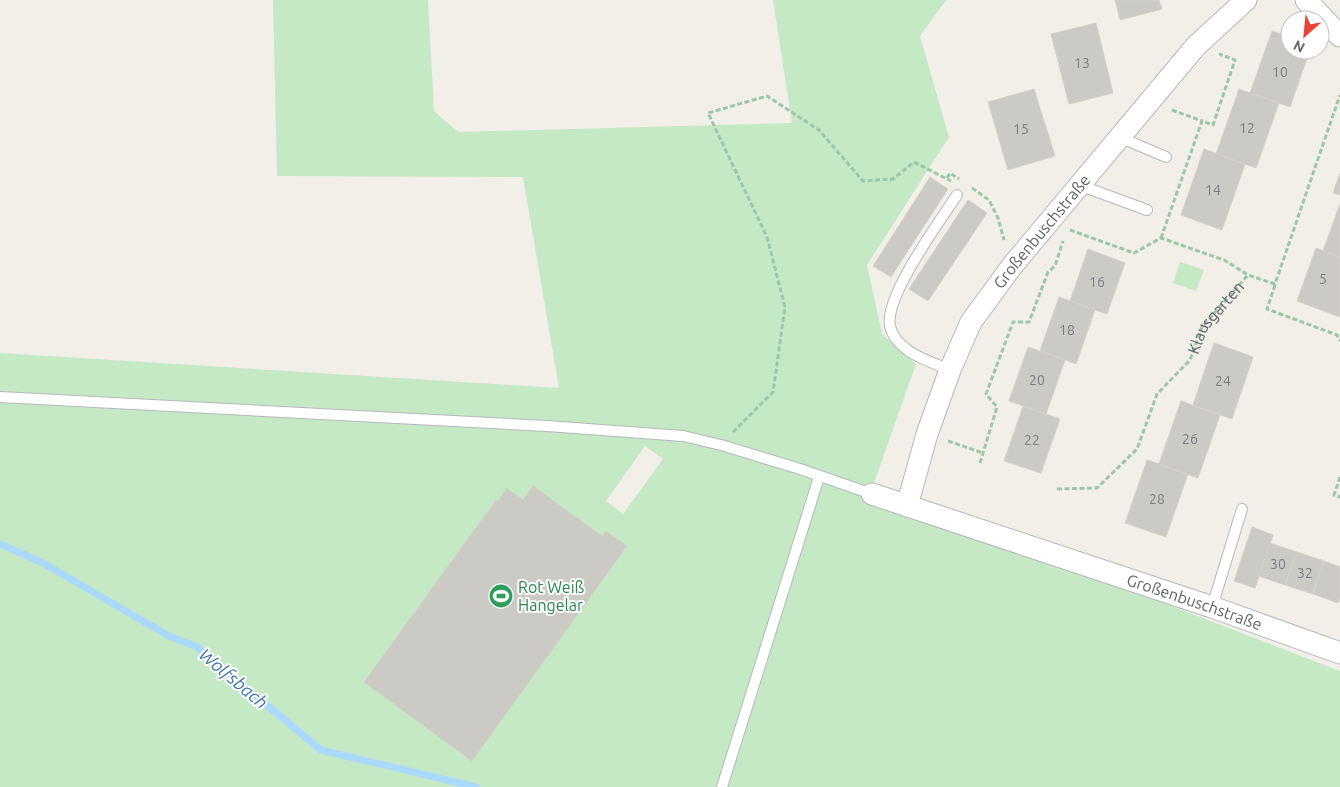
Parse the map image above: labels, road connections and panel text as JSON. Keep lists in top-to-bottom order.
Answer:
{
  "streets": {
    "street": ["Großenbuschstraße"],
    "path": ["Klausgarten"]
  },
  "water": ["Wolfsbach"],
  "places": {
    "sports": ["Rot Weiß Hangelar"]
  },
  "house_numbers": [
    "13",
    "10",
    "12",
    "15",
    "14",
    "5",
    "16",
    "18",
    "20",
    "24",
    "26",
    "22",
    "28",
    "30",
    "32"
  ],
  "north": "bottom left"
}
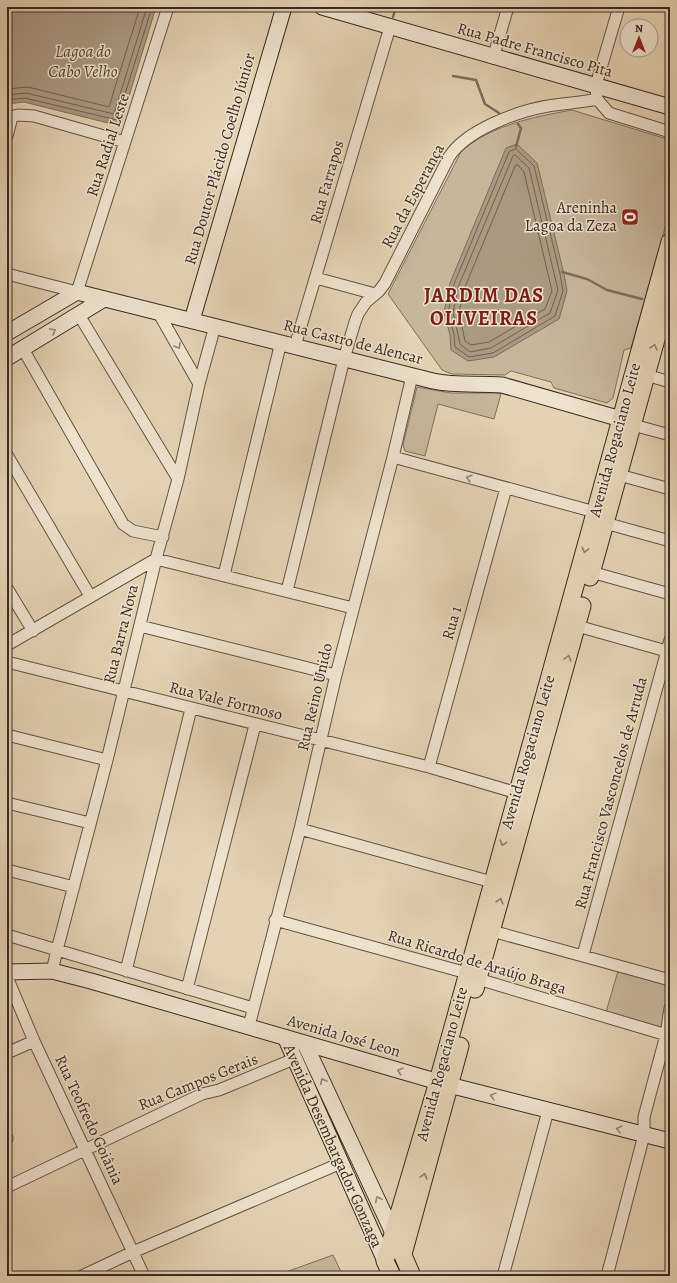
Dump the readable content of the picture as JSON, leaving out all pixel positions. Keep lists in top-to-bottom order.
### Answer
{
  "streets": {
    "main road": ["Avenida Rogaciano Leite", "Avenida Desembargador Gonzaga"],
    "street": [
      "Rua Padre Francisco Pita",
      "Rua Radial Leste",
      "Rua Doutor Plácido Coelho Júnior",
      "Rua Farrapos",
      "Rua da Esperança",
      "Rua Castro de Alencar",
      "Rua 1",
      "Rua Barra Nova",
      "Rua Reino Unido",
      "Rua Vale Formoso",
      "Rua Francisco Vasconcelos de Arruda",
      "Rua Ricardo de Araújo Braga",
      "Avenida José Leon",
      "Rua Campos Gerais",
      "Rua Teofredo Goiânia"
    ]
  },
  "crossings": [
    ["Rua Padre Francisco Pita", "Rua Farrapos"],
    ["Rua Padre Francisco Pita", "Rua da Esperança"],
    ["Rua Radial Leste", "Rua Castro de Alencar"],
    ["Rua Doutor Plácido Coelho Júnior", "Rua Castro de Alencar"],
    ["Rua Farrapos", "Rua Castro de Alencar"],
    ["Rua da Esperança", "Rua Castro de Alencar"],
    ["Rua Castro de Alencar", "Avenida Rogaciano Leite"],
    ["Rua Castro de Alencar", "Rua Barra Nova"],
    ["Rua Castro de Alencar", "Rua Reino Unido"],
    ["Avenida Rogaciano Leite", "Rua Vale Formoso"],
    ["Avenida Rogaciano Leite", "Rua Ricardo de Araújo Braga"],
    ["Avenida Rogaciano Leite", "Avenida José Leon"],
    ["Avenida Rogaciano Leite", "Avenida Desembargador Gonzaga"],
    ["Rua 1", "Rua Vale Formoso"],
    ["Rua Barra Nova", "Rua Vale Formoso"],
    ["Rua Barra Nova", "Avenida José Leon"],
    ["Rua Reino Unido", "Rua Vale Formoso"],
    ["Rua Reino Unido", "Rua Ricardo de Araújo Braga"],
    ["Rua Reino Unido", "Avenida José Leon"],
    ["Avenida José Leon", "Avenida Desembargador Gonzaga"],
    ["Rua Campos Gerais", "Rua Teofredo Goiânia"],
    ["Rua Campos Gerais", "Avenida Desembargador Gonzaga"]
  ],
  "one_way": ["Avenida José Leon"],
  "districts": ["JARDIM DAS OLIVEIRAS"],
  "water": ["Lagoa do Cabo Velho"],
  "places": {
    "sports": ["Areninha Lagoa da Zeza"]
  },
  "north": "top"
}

Task objective -
Print every record exactly, without the pictures.

Expected answer -
Parse the map image above: labels, road connections and panel text as JSON. Keep lists in top-to-bottom order.
Answer:
{
  "streets": {
    "street": ["Großenbuschstraße"],
    "path": ["Klausgarten"]
  },
  "water": ["Wolfsbach"],
  "places": {
    "sports": ["Rot Weiß Hangelar"]
  },
  "house_numbers": [
    "13",
    "10",
    "12",
    "15",
    "14",
    "5",
    "16",
    "18",
    "20",
    "24",
    "26",
    "22",
    "28",
    "30",
    "32"
  ],
  "north": "bottom left"
}
Dump the readable content of the picture as JSON, leaving out all pixel positions. Keep lists in top-to-bottom order.
### Answer
{
  "streets": {
    "main road": ["Avenida Rogaciano Leite", "Avenida Desembargador Gonzaga"],
    "street": [
      "Rua Padre Francisco Pita",
      "Rua Radial Leste",
      "Rua Doutor Plácido Coelho Júnior",
      "Rua Farrapos",
      "Rua da Esperança",
      "Rua Castro de Alencar",
      "Rua 1",
      "Rua Barra Nova",
      "Rua Reino Unido",
      "Rua Vale Formoso",
      "Rua Francisco Vasconcelos de Arruda",
      "Rua Ricardo de Araújo Braga",
      "Avenida José Leon",
      "Rua Campos Gerais",
      "Rua Teofredo Goiânia"
    ]
  },
  "crossings": [
    ["Rua Padre Francisco Pita", "Rua Farrapos"],
    ["Rua Padre Francisco Pita", "Rua da Esperança"],
    ["Rua Radial Leste", "Rua Castro de Alencar"],
    ["Rua Doutor Plácido Coelho Júnior", "Rua Castro de Alencar"],
    ["Rua Farrapos", "Rua Castro de Alencar"],
    ["Rua da Esperança", "Rua Castro de Alencar"],
    ["Rua Castro de Alencar", "Avenida Rogaciano Leite"],
    ["Rua Castro de Alencar", "Rua Barra Nova"],
    ["Rua Castro de Alencar", "Rua Reino Unido"],
    ["Avenida Rogaciano Leite", "Rua Vale Formoso"],
    ["Avenida Rogaciano Leite", "Rua Ricardo de Araújo Braga"],
    ["Avenida Rogaciano Leite", "Avenida José Leon"],
    ["Avenida Rogaciano Leite", "Avenida Desembargador Gonzaga"],
    ["Rua 1", "Rua Vale Formoso"],
    ["Rua Barra Nova", "Rua Vale Formoso"],
    ["Rua Barra Nova", "Avenida José Leon"],
    ["Rua Reino Unido", "Rua Vale Formoso"],
    ["Rua Reino Unido", "Rua Ricardo de Araújo Braga"],
    ["Rua Reino Unido", "Avenida José Leon"],
    ["Avenida José Leon", "Avenida Desembargador Gonzaga"],
    ["Rua Campos Gerais", "Rua Teofredo Goiânia"],
    ["Rua Campos Gerais", "Avenida Desembargador Gonzaga"]
  ],
  "one_way": ["Avenida José Leon"],
  "districts": ["JARDIM DAS OLIVEIRAS"],
  "water": ["Lagoa do Cabo Velho"],
  "places": {
    "sports": ["Areninha Lagoa da Zeza"]
  },
  "north": "top"
}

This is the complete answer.